Tenía la mirada clavada en ella, la veía sufriendo ahí
recostada… agonizando, un sufrimiento demasiado frío y acusador que bien sabía,
no lo dejaría dormir durante el resto de sus días.
Mirando a su
alrededor vislumbró destrucción en todo su apogeo sintiendo así, desolación,
enfado, miedo, todo tipo de sentimientos característicos de un humano
desconectado del raciocinio y conectado con su lado animal. En forma de viento,
la calma intentaba consolarlo, se preguntaba cómo llegó ahí sin tener la más
mínima miga de pan que le guiara por el camino.
Sus ojos dejaban ver una telaraña rojiza delatora de cansancio,
miró su mano, tenía un trozo de cristal de una ventana recién rota, ese calor
emanado provenía de la sangre escurridiza y cálida liberada por su mano al
cerrar el puño por acto reflejo del miedo pero no sentía dolor debido al clima álgido.

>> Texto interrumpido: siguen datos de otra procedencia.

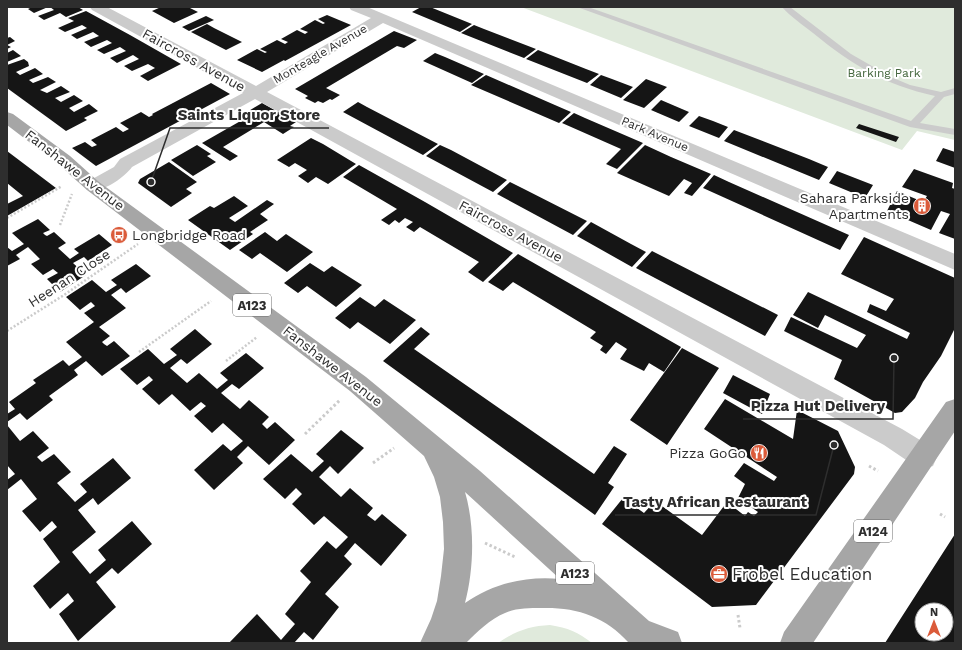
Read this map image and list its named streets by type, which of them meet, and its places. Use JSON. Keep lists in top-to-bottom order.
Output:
{
  "streets": {
    "main road": ["Fanshawe Avenue", "A123", "A124"],
    "street": ["Monteagle Avenue", "Faircross Avenue", "Park Avenue"],
    "path": ["Heenan Close"]
  },
  "crossings": [
    ["Monteagle Avenue", "Faircross Avenue"],
    ["Monteagle Avenue", "Park Avenue"],
    ["Monteagle Avenue", "Fanshawe Avenue"],
    ["Faircross Avenue", "A124"]
  ],
  "parks": ["Barking Park"],
  "places": {
    "other": ["Saints Liquor Store", "Pizza Hut Delivery", "Tasty African Restaurant"],
    "building": ["Sahara Parkside Apartments"],
    "bus stop": ["Longbridge Road"],
    "restaurant": ["Pizza GoGo"],
    "office": ["Frobel Education"]
  },
  "north": "top"
}
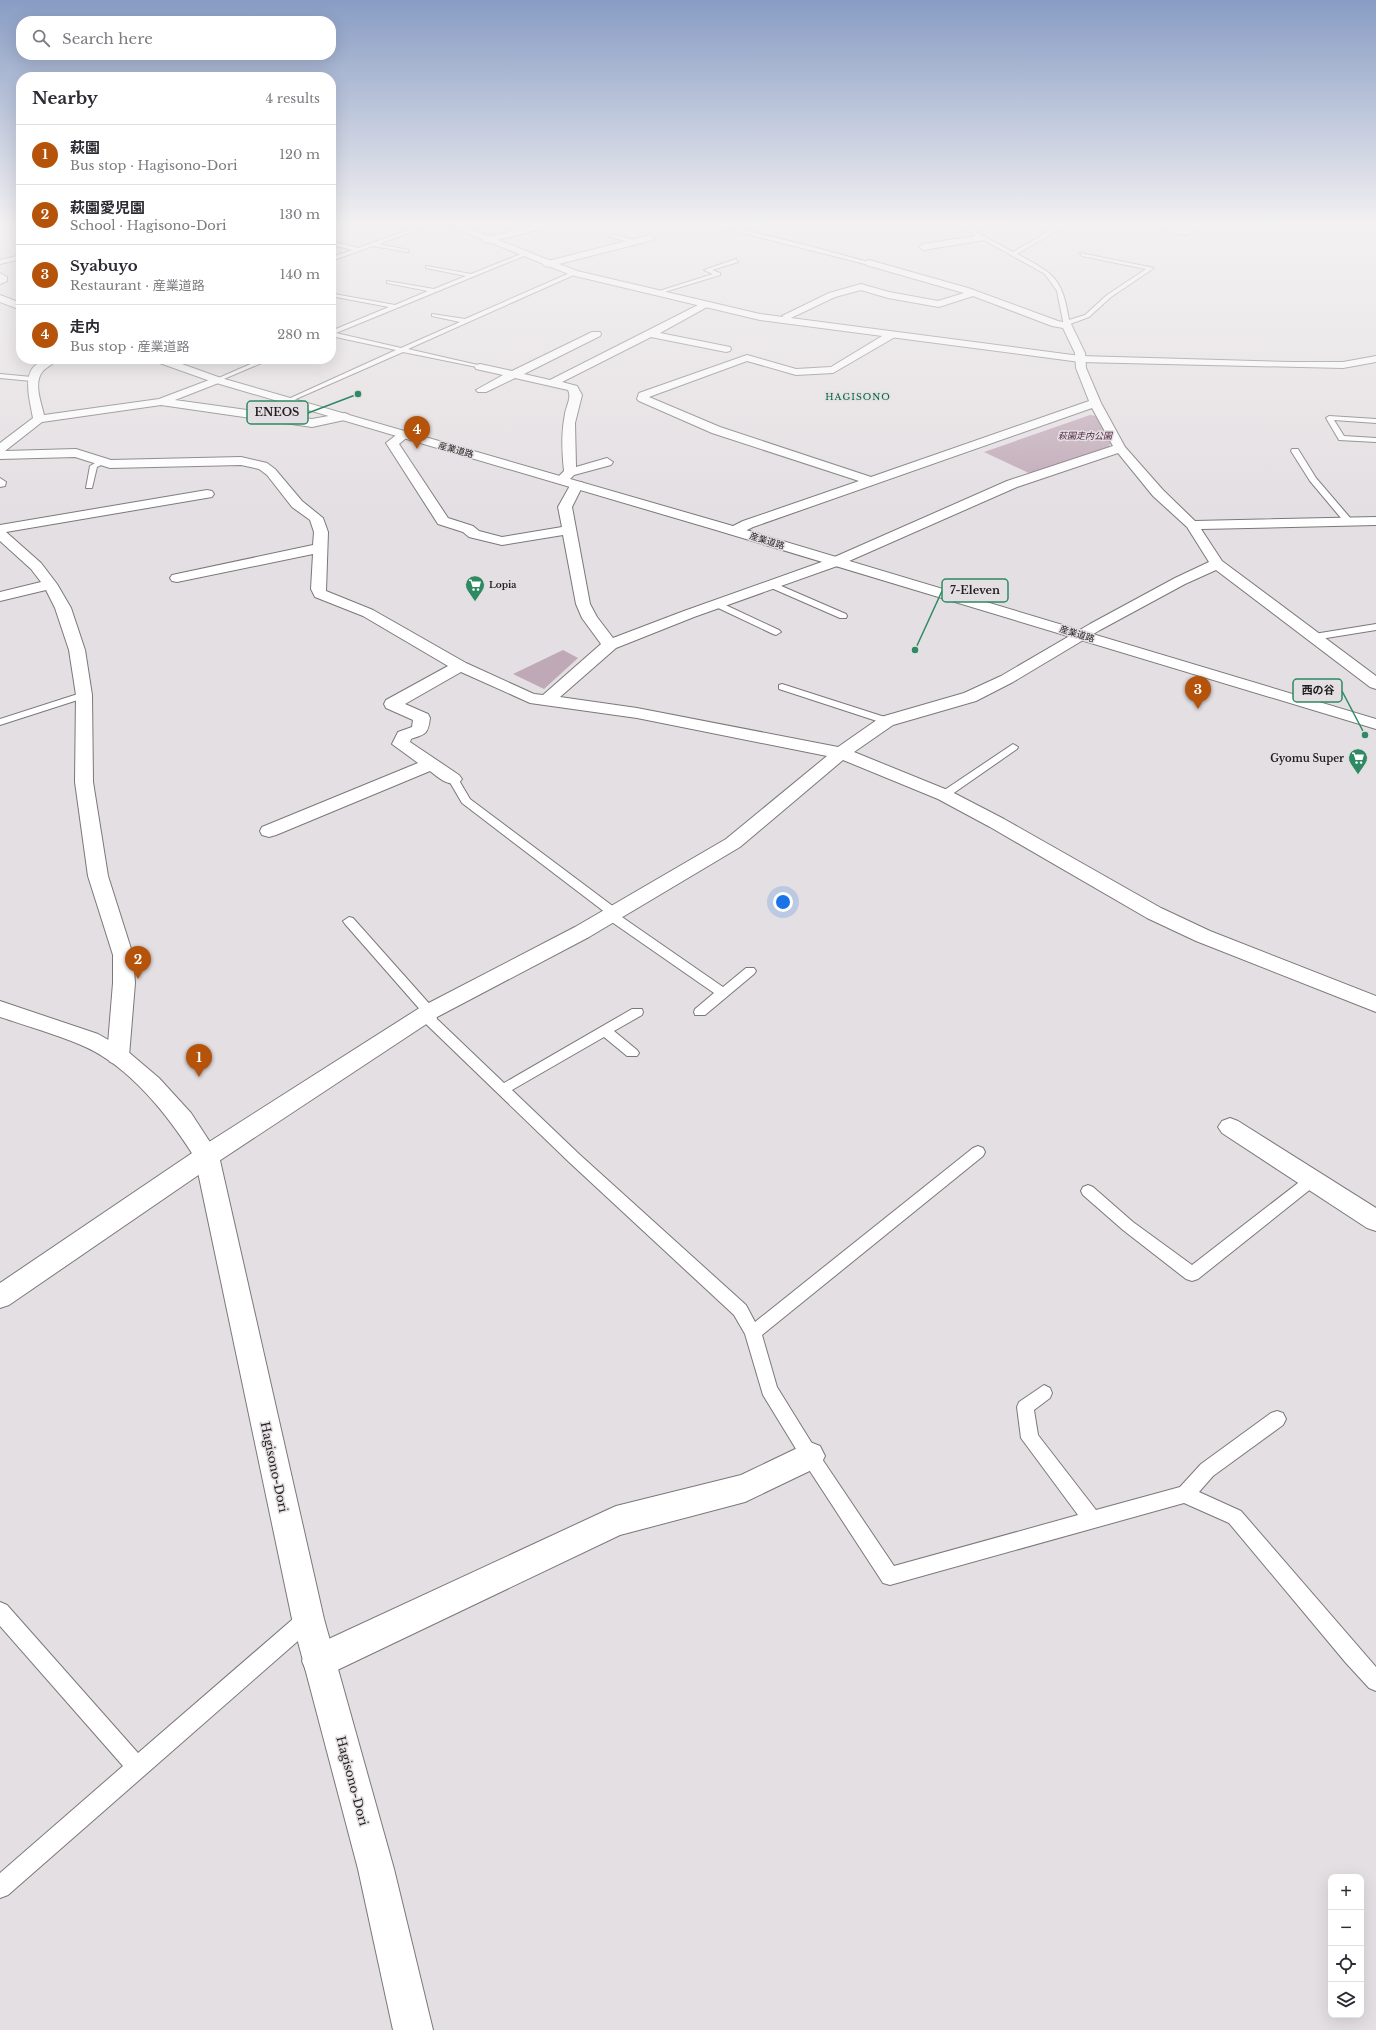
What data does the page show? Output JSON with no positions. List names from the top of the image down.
{
  "streets": {
    "street": ["産業道路", "Hagisono-Dori"]
  },
  "districts": ["HAGISONO"],
  "parks": ["萩園走内公園"],
  "places": {
    "other": ["ENEOS", "7-Eleven", "西の谷"],
    "supermarket": ["Lopia", "Gyomu Super"]
  },
  "page": {
    "search": "Search here",
    "heading": ["Nearby", "4 results"],
    "list": [
      {
        "mark": "1",
        "name": "萩園",
        "note": "Bus stop · Hagisono-Dori",
        "value": "120 m"
      },
      {
        "mark": "2",
        "name": "萩園愛児園",
        "note": "School · Hagisono-Dori",
        "value": "130 m"
      },
      {
        "mark": "3",
        "name": "Syabuyo",
        "note": "Restaurant · 産業道路",
        "value": "140 m"
      },
      {
        "mark": "4",
        "name": "走内",
        "note": "Bus stop · 産業道路",
        "value": "280 m"
      }
    ],
    "pins": [
      "4",
      "3",
      "2",
      "1"
    ],
    "map_buttons": ["+", "−"]
  }
}
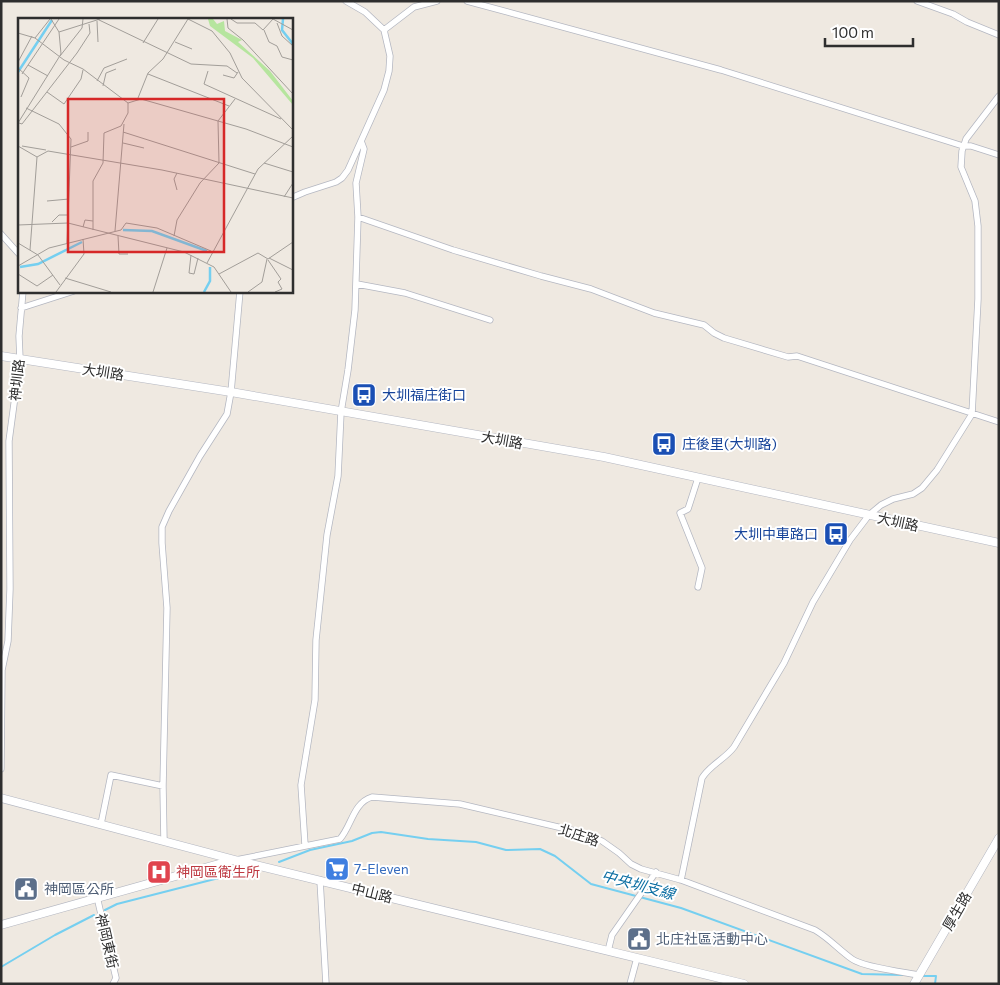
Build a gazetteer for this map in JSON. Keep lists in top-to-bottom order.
{
  "streets": {
    "street": [
      "大圳路",
      "神圳路",
      "北庄路",
      "中山路",
      "厚生路",
      "神岡東街"
    ]
  },
  "crossings": [
    ["大圳路", "神圳路"],
    ["北庄路", "中山路"],
    ["北庄路", "厚生路"]
  ],
  "water": ["中央圳支線"],
  "places": {
    "bus stop": ["大圳福庄街口", "庄後里(大圳路)", "大圳中車路口"],
    "supermarket": ["7-Eleven"],
    "hospital": ["神岡區衛生所"],
    "public building": ["神岡區公所", "北庄社區活動中心"]
  },
  "scale_bar": "100 m"
}
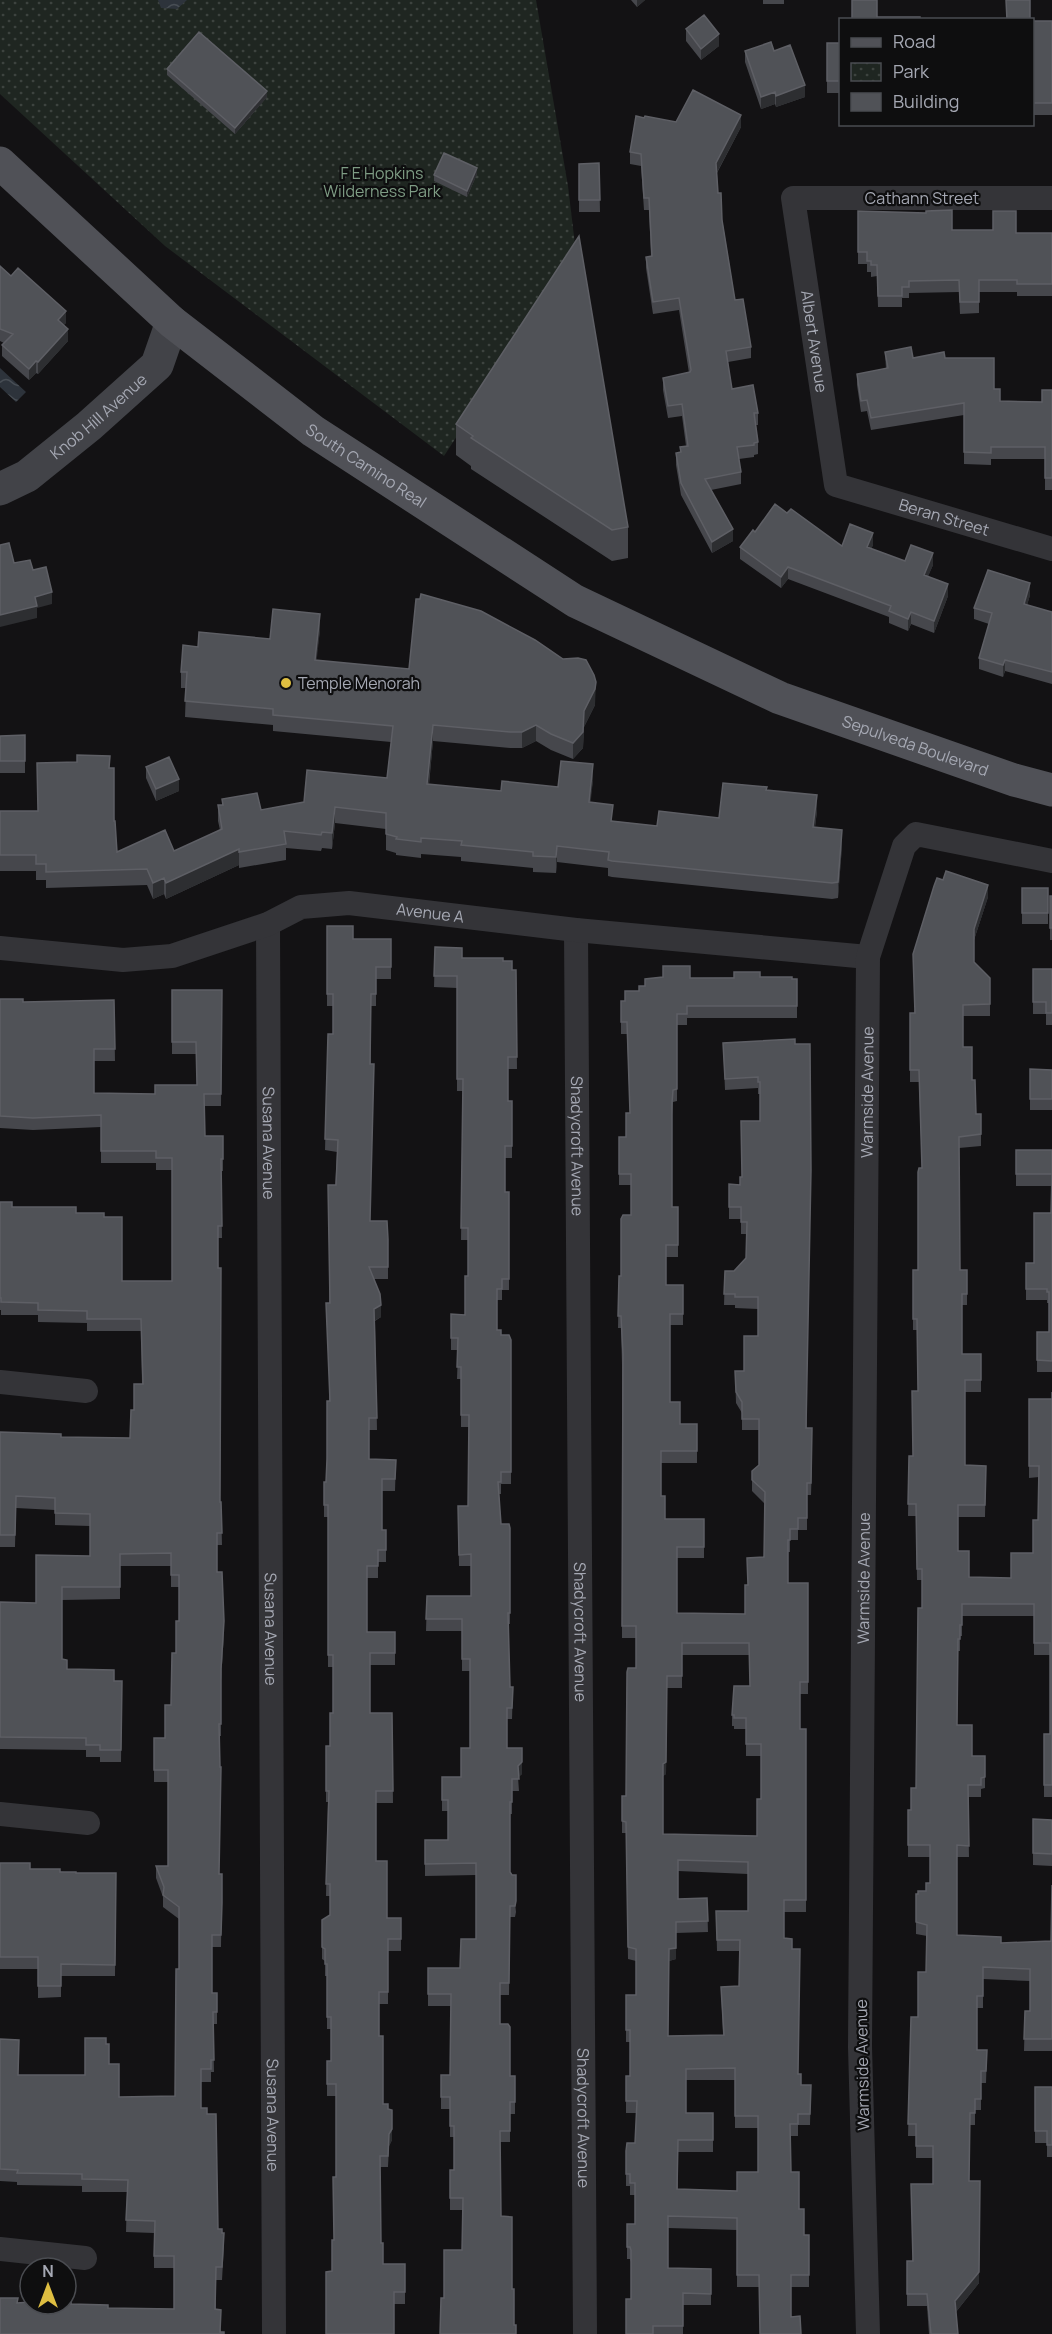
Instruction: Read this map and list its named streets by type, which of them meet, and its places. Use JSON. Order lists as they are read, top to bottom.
{
  "streets": {
    "main road": ["South Camino Real", "Sepulveda Boulevard"],
    "street": [
      "Cathann Street",
      "Albert Avenue",
      "Knob Hill Avenue",
      "Beran Street",
      "Avenue A",
      "Warmside Avenue",
      "Susana Avenue",
      "Shadycroft Avenue"
    ]
  },
  "crossings": [
    ["Cathann Street", "Albert Avenue"],
    ["Albert Avenue", "Beran Street"],
    ["Knob Hill Avenue", "South Camino Real"],
    ["South Camino Real", "Sepulveda Boulevard"],
    ["Avenue A", "Warmside Avenue"],
    ["Avenue A", "Susana Avenue"],
    ["Avenue A", "Shadycroft Avenue"]
  ],
  "parks": ["F E Hopkins Wilderness Park"],
  "places": ["Temple Menorah"],
  "legend": ["Road", "Park", "Building"],
  "north": "top"
}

Después de familiarizarse con el entorno, bajó la mirada
para contemplarla recostada, (era la esperanza quien estaba agonizante), miró
fijamente a esa esperanza tendida en el suelo, la recordó en sus mejores
tiempos, fuerte e imponente. ¿Quién pensaría verla en esas condiciones ahora?
Un pensamiento oscuro se apoderó de él, “la esperanza
siempre muere al último, pero ¿si acabo con ella antes?, demostraré que soy
superior”, mil veces pensó lo mismo hasta el punto de querer arrancarse la
cabeza y arrojarla lejos. Sin más preámbulos apretó fuerte el trozo de cristal,
lo elevó hasta alcanzar una altura donde el sol se proyectaba en diversos
colores a través del vidrio (la esperanza lo veía fijamente pero con debilidad),
clavó el cristal justo en su propio estómago, él no pudo asesinarla, se clavó
el cristal así mismo porque creyó que la esperanza siempre debía morir al
último, aunque siempre estuviera agonizante, la esperanza debe morir al último.